■ Source records
☆ ☆ ☆
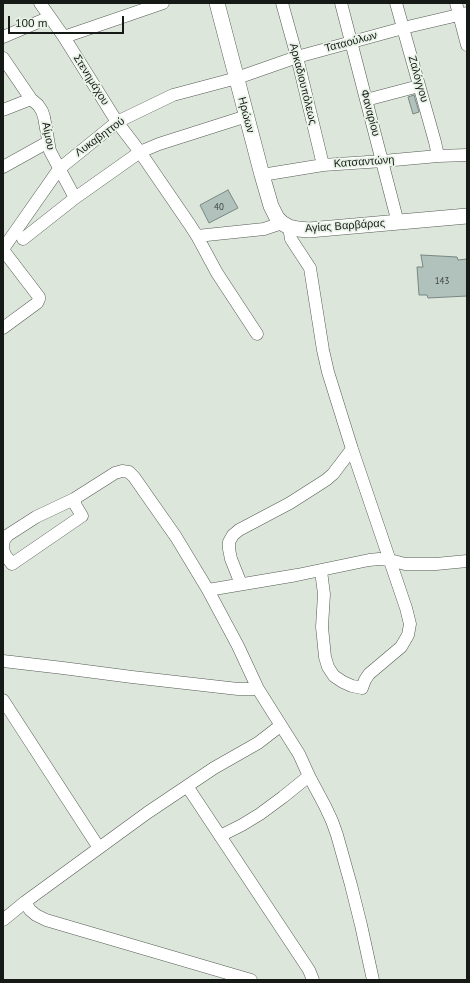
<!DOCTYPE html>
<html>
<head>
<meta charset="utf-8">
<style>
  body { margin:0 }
  #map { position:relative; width:470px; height:983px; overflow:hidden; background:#dce6da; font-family:"PT Sans",sans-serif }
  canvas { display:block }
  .frame { position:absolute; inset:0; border:4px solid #161a16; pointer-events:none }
  .scale { position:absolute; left:8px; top:16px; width:116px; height:18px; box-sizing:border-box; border:2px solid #161a16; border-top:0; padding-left:5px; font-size:12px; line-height:14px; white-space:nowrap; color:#161a16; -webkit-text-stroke:3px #e9f3e7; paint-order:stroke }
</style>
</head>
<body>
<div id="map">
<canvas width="470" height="983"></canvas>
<div class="frame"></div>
<div class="scale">100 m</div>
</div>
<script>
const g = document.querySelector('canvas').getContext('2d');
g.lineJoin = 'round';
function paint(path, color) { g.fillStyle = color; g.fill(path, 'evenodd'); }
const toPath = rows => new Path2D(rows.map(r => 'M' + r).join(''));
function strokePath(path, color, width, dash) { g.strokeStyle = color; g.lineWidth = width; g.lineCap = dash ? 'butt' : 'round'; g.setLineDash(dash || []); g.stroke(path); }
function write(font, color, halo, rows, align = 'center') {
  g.font = font + ' "PT Sans",sans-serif'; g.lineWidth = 3.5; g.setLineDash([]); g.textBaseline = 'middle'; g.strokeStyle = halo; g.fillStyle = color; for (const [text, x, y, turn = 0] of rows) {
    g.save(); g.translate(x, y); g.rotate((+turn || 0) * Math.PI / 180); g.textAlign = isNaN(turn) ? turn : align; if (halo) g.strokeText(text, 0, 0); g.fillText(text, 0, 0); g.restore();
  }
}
const building = toPath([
  [414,95,419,112,413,114,408,97,414,95],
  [228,190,238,208,209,223,200,205,228,190],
  [421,255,457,257,458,260,467,259,467,296,428,298,427,295,419,295,417,267,423,267,421,255]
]);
paint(building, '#b1c1bc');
strokePath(building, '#788783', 1);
const minor = toPath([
  [40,3,64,37,117,122,140,152,190,225,197,236,217,273,257,334],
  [282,3,297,57,323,165],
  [341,3,398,223],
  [396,3,435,142,438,156],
  [456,3,467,45],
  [3,37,50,17],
  [64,37,163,3],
  [3,58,31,99,38,105,42,111,44,117,50,151,75,198],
  [366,100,419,86],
  [3,110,31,99],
  [3,167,48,142],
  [262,175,323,165,383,161,438,156,467,155],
  [289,227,291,239,310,268,323,350,328,372,352,449,406,608,410,624,408,635,401,647,369,674,365,680,362,688,352,686,343,682,334,676,328,667,325,657,322,627,324,594,321,571],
  [197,236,264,229,282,223],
  [23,239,75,198,140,152,159,144,247,116],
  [3,249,59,169,117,122,173,95,237,78,297,57,403,28,467,13],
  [3,250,39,297,39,299,37,303,3,328],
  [3,546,4,540,8,535,36,517,74,499,115,473,122,471,129,472,134,477,176,537,208,590,238,646,258,689,299,754,309,776,325,806,332,821,337,835,351,885,361,925,373,980],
  [3,549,5,555,12,564,82,516,76,506,74,499],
  [241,584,231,559,229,549,229,542,233,535,239,530,290,503,326,480,333,474,352,449],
  [208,590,297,575,369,560,379,559,390,560,405,564,436,564,467,561],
  [3,661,63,668,132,677,238,689,258,689],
  [3,700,99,848],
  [187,786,309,970,313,980],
  [220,836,242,825,260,814,283,797,309,776],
  [25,902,30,910,36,915,46,920,251,980],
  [3,920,25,902,147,813,214,768,258,743,280,726]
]);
const major = toPath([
  [217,3,262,175,271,206,277,218,282,223,289,227,298,229,309,230,467,216]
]);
strokePath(minor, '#545c53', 13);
strokePath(major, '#545c53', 16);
strokePath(minor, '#fff', 12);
strokePath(major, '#fff', 15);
write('9px', '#3d4440', null, [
  ["40",219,207],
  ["143",442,281]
]);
write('11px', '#161a16', '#e9f3e7', [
  ["Ταταούλων",351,42,-15],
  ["Ζαλόγγου",418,79,74],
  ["Στενημάχου",91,80,58],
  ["Αρκαδιουπόλεως",303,84,76],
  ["Φαναρίου",370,113,75],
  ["Ηρώων",246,115,75],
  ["Αίμου",48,136,79],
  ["Λυκαβηττού",100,137,-36],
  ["Κατσαντώνη",364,162,-4],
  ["Αγίας Βαρβάρας",345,226,-4]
]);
</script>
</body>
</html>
☆ ☆ ☆
■ EXERCISE
State the number of lines in the records that contain the string "halo". Nothing else is needed.

■ TASK RESULT
3